Source records
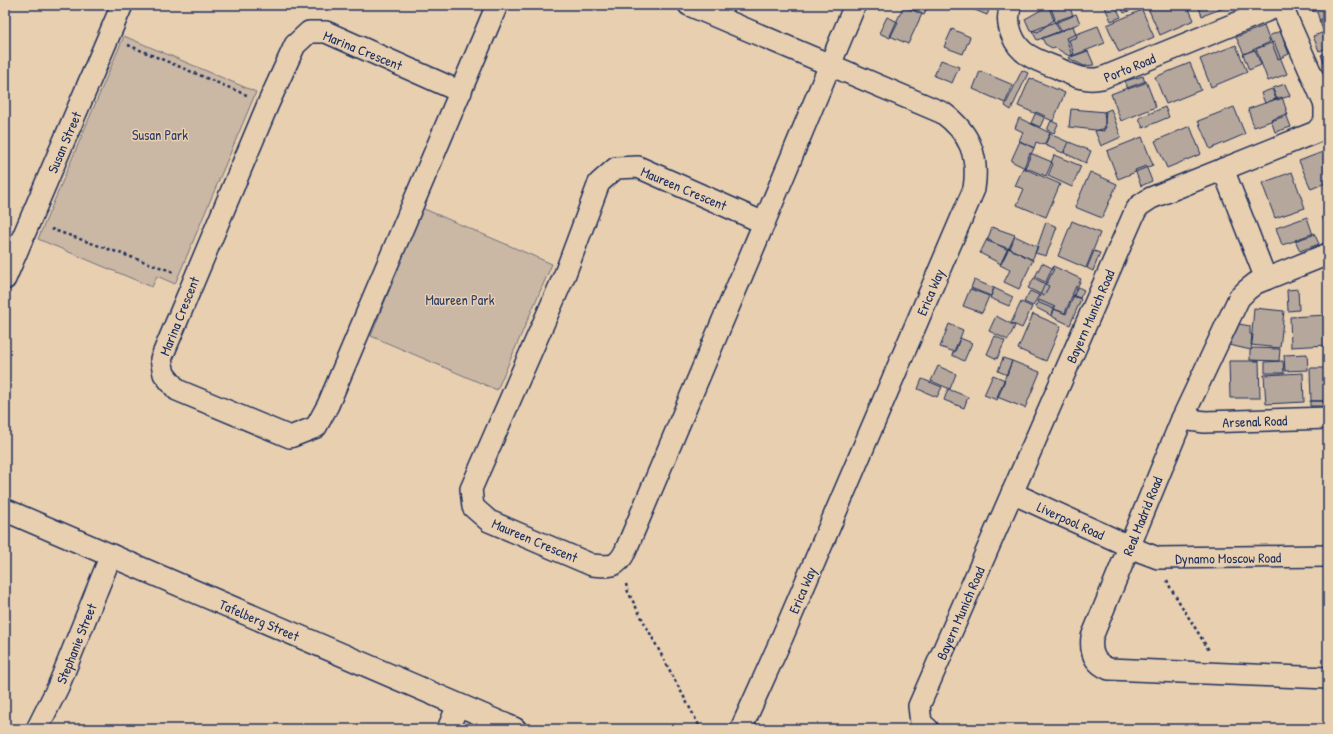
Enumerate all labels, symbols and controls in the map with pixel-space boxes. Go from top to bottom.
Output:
street label: Marina Crescent [321,26,405,75]
street label: Porto Road [1100,48,1158,86]
street label: Susan Street [42,108,85,176]
park label: Susan Park [132,125,188,144]
street label: Maureen Crescent [638,161,730,215]
street label: Erica Way [912,266,949,319]
street label: Bayern Munich Road [1061,266,1118,366]
street label: Marina Crescent [155,274,204,358]
park label: Maureen Park [426,290,495,309]
street label: Arsenal Road [1222,410,1288,431]
street label: Real Madrid Road [1117,473,1167,558]
street label: Liverpool Road [1034,496,1108,544]
street label: Maureen Crescent [489,513,581,567]
street label: Dynamo Moscow Road [1175,547,1282,568]
street label: Bayern Munich Road [931,563,989,662]
street label: Erica Way [784,564,821,617]
street label: Tafelberg Street [217,594,303,645]
street label: Stephanie Street [51,600,100,686]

* [DESCRIPTION OF THE TASK] All the records need to be set down word for word, with the images left out.

* [RESULT FOR THIS TASK]
Enumerate all labels, symbols and controls in the map with pixel-space boxes. Go from top to bottom.
Output:
street label: Marina Crescent [321,26,405,75]
street label: Porto Road [1100,48,1158,86]
street label: Susan Street [42,108,85,176]
park label: Susan Park [132,125,188,144]
street label: Maureen Crescent [638,161,730,215]
street label: Erica Way [912,266,949,319]
street label: Bayern Munich Road [1061,266,1118,366]
street label: Marina Crescent [155,274,204,358]
park label: Maureen Park [426,290,495,309]
street label: Arsenal Road [1222,410,1288,431]
street label: Real Madrid Road [1117,473,1167,558]
street label: Liverpool Road [1034,496,1108,544]
street label: Maureen Crescent [489,513,581,567]
street label: Dynamo Moscow Road [1175,547,1282,568]
street label: Bayern Munich Road [931,563,989,662]
street label: Erica Way [784,564,821,617]
street label: Tafelberg Street [217,594,303,645]
street label: Stephanie Street [51,600,100,686]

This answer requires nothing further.